A second environmental group has placed the Catawba River on its list of the most-endangered places in the South.
The Southern Environmental Law Center on Monday released its second annual report, "Top 10 Endangered Places 2010." It lists three places in the Carolinas. They are the Catawba-Wateree waterway that winds through North and South Carolina, Cape Fear wetlands in North Carolina and freshwater wetlands north of Charleston, S.C.
In 2008, the nonprofit group American Rivers named the Catawba-Wateree the "Most Endangered River in the United States."

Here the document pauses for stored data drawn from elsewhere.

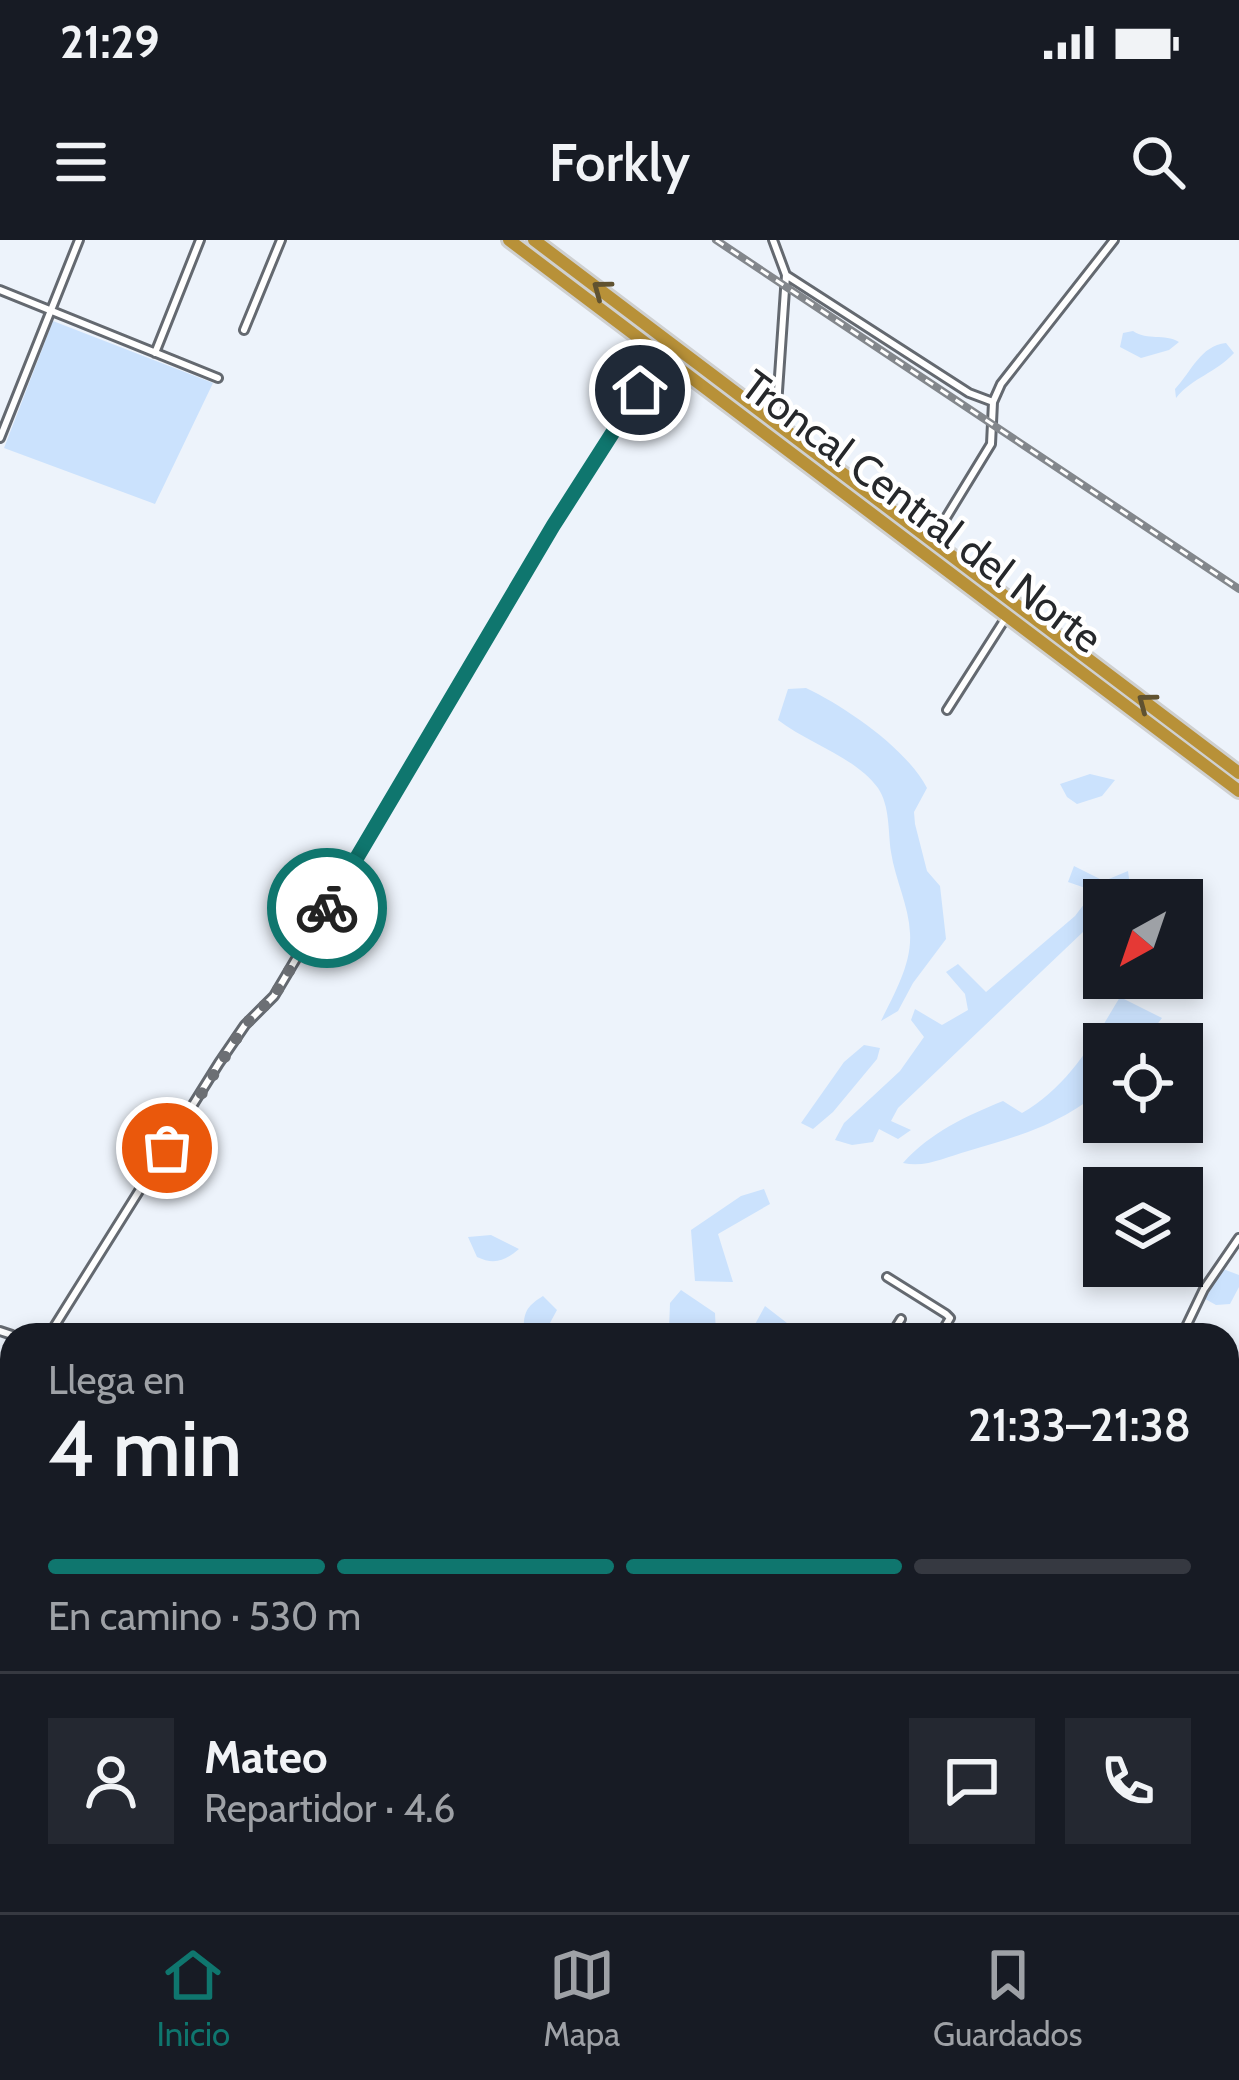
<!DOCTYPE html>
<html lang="es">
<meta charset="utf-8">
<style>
:root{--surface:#171b24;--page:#242831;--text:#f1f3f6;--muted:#9ea1a6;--line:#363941;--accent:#0f766e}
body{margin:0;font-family:Cabin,sans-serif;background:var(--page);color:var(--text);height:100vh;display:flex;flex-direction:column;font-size:45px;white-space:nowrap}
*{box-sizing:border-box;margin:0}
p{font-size:39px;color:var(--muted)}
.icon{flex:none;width:66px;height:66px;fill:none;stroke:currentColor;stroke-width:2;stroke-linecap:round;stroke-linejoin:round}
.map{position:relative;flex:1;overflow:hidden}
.drawer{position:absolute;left:0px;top:1083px;width:1239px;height:591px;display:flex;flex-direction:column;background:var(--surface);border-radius:36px 36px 0 0;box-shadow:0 6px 18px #0003}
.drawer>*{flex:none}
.needle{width:78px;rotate:220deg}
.tools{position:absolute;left:1083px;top:639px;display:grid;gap:24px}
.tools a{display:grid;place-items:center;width:120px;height:120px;border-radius:0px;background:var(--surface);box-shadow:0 6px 18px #0003;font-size:60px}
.pin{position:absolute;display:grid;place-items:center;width:102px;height:102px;color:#fff;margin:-51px;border:6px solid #fff;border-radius:50%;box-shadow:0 3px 12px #0007}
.courier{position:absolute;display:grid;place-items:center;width:120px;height:120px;margin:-60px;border:9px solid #0f766e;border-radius:50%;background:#fff;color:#222;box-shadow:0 3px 15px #0007}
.summary em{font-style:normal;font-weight:600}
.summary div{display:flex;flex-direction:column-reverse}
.summary{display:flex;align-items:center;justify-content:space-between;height:204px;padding:0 48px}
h1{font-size:78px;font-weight:600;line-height:90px}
.bar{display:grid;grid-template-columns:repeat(4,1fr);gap:18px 12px;align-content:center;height:144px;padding:0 48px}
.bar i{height:15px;border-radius:9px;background:var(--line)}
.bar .active{background:var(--accent)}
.bar p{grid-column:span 4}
.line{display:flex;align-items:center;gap:30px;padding:0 48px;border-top:3px solid var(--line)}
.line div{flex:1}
.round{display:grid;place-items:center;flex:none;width:126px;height:126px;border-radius:0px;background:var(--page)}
.status{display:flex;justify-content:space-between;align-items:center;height:84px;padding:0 60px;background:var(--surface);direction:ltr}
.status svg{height:33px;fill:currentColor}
header{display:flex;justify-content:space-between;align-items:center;height:156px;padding:0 48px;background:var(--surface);font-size:54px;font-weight:600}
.tab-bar{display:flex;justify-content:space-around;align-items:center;height:168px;border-top:3px solid var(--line);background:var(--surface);font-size:33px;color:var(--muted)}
.tab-bar a{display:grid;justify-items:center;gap:6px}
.tab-bar .active{color:var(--accent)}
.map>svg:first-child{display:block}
.green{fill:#cbe2fd}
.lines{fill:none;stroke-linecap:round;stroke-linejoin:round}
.river{stroke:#759fbb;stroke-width:14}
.street-casing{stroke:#646970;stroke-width:12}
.highway-casing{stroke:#cfd0d0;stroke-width:18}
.street{stroke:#fff;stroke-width:6}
.highway{stroke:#b89138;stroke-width:12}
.rail-casing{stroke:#83878c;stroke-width:8}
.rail{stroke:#fff;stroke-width:3;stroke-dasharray:9;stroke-linecap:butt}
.oneway{stroke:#605230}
.done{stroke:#6c6f74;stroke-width:12;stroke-dasharray:0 21.6}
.route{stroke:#0f766e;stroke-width:15}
.labels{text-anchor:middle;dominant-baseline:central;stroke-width:9;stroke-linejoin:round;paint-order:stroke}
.street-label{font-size:42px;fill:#26282b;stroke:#fff}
</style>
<div class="status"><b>21:29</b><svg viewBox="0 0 49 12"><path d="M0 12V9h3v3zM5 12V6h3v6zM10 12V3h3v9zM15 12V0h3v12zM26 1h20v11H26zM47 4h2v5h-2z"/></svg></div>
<header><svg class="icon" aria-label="menu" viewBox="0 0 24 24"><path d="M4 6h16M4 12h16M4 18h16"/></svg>Forkly<svg class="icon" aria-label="search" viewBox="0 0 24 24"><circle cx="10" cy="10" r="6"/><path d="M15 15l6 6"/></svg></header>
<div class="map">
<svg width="1239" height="1672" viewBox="0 0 1239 1672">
<rect width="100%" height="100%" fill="#edf3fb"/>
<path class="green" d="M 53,81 L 213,143 L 155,264 L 4,208 Z
M 1133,91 C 1148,101 1164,93 1179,102 L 1169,110 L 1141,118 L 1120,107 L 1123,93 Z
M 1226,103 L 1234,113 C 1216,133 1193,137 1176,158 L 1175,149 C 1192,131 1200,106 1226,103 Z
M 806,448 C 846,467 907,509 927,548 L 914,572 L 915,584 L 927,631 L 940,646 L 946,699 L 913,743 L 898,771 L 881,781 C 894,754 912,724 910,693 C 909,666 895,639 891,612 C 888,591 890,566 878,548 C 854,516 809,504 778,480 L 788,449 Z
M 1090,534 L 1115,540 L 1102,556 L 1077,564 L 1067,557 L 1060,544 Z
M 1074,626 L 1104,641 L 1128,631 L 1132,660 L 1104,660 L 1104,672 L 898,868 L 891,881 L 911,890 L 898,899 L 879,889 L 873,902 L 852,905 L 835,900 L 844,883 L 900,831 L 924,797 L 911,780 L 915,769 L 942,785 L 968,770 L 965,754 L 946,732 L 958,724 L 986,752 L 1075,676 L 1094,651 L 1068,642 Z
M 1120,757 L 1162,778 L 1142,804 L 1104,804 L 1104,848 C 1060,885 1022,895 968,911 C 946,917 926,928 903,923 C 931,892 966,876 1003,861 L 1022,873 C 1068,847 1093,802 1120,757 Z
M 864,805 L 880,808 L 877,819 L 833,872 L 813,889 L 801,883 L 844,822 Z
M 764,949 L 770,964 L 718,994 L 733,1042 L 695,1041 L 691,990 L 741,956 Z
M 491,995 L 519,1009 C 505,1021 494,1025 477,1017 L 468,997 Z
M 1215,1026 L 1239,1035 L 1239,1047 L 1230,1064 L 1216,1065 L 1198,1055 L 1205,1037 Z
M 681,1050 L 715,1073 L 716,1094 L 721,1095 L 673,1095 L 669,1090 L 670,1063 Z
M 543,1056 L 557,1070 L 544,1094 L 524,1092 C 523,1072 527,1066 543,1056 Z
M 765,1066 L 787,1083 L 779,1089 L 783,1095 L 773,1095 L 771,1090 L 759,1095 L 727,1095 L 757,1092 L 753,1088 Z"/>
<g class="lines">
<path class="river" d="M 1227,1569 L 1239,1547
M 1021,1672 L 1025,1662"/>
<g class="street-casing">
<path id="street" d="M 773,0 L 786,35 L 776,180
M 786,35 L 969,153 L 993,162
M 0,50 L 218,138
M 244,90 L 281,0
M 155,113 L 200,0
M 0,198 L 79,0
M 933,299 L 991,204 L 993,162 L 1001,144 L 1114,0
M 947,470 L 1005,379
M 887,1037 L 946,1074 L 950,1078 L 940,1095
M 0,1091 L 12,1095
M 49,1095 L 219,823 L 245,785 L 274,756 L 553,285 L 662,116
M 891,1095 L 901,1079
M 1182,1095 L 1204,1049 L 1239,998
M 803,1672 L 815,1662"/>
</g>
<g class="highway-casing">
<path id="highway" d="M 509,0 L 1239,551
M 534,0 L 1239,533"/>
</g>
<use href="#street" class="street"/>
<use href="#highway" class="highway"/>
<g class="rail-casing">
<path id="rail" d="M 716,0 L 1239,349"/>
</g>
<use href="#rail" class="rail"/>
</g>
<defs><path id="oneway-chevron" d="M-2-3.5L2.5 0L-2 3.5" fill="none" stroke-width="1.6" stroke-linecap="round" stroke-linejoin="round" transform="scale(3)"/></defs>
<g class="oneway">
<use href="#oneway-chevron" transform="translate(601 49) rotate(-143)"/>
<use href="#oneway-chevron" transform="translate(1146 462) rotate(-143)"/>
</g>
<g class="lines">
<path class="done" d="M 167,908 L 245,785 L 274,756 L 327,668"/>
<path class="route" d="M 327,668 L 553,286 L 640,150"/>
</g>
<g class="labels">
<g class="street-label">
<text transform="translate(922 271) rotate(37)">Troncal Central del Norte</text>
</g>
</g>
</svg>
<div class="tools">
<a><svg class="needle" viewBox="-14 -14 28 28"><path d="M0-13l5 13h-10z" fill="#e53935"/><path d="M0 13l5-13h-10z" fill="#9ea1a6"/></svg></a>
<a><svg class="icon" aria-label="locate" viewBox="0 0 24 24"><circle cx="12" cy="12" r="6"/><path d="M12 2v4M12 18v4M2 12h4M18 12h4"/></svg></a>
<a><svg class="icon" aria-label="layers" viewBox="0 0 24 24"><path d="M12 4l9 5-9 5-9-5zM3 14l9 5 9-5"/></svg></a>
</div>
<div class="pin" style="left:167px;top:908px;background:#ea580c"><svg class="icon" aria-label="bag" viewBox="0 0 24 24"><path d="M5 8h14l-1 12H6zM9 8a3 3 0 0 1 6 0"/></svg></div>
<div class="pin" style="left:640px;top:150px;background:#1f2937"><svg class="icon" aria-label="home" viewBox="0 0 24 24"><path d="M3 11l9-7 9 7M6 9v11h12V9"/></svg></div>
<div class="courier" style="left:327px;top:668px"><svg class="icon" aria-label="bike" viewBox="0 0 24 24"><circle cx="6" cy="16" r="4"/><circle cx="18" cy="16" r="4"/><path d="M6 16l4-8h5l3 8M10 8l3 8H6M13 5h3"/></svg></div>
<section class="drawer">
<div class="summary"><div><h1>4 min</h1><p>Llega en</p></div><em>21:33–21:38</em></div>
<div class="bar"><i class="active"></i><i class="active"></i><i class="active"></i><i></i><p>En camino · 530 m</p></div>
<div class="line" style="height:216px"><a class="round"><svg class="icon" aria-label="person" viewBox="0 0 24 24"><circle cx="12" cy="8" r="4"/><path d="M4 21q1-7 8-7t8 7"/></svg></a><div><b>Mateo</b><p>Repartidor · 4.6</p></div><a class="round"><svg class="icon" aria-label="chat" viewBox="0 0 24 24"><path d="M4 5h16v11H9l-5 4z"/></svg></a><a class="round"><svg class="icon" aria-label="phone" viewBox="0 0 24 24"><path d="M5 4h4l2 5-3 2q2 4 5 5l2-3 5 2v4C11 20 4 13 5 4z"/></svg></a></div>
</section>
</div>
<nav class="tab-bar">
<a class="active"><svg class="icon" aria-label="home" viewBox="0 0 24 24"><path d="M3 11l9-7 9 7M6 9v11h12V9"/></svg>Inicio</a>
<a><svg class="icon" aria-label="map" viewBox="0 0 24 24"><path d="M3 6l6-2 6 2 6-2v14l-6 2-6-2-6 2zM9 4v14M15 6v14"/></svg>Mapa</a>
<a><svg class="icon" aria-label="saved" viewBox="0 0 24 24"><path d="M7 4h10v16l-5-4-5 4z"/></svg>Guardados</a>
</nav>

The Southern Environmental Law Center's report states, "The Catawba-Wateree is a 300-mile-long river that provides essential resources for natural and human communities in the Carolinas. The threat (is) a low-flow scheme for hydroelectric dams that would restrict the flow of water essential to a healthy river system, and the lack of an overarching and coherent plan to protect the ecological integrity of the river and prevent over-allocation of its waters."
The report says both natural and human forces have shaped the waterway for centuries, but that new threats — including disagreements between North Carolina and South Carolina over rights to the system's water — "could result in serious disruptions of the river's natural systems and water levels."
The multimedia report is on the Web at http://www.southernenvironment.org/about/top_10_2010.
The Associated Press contributed to this article.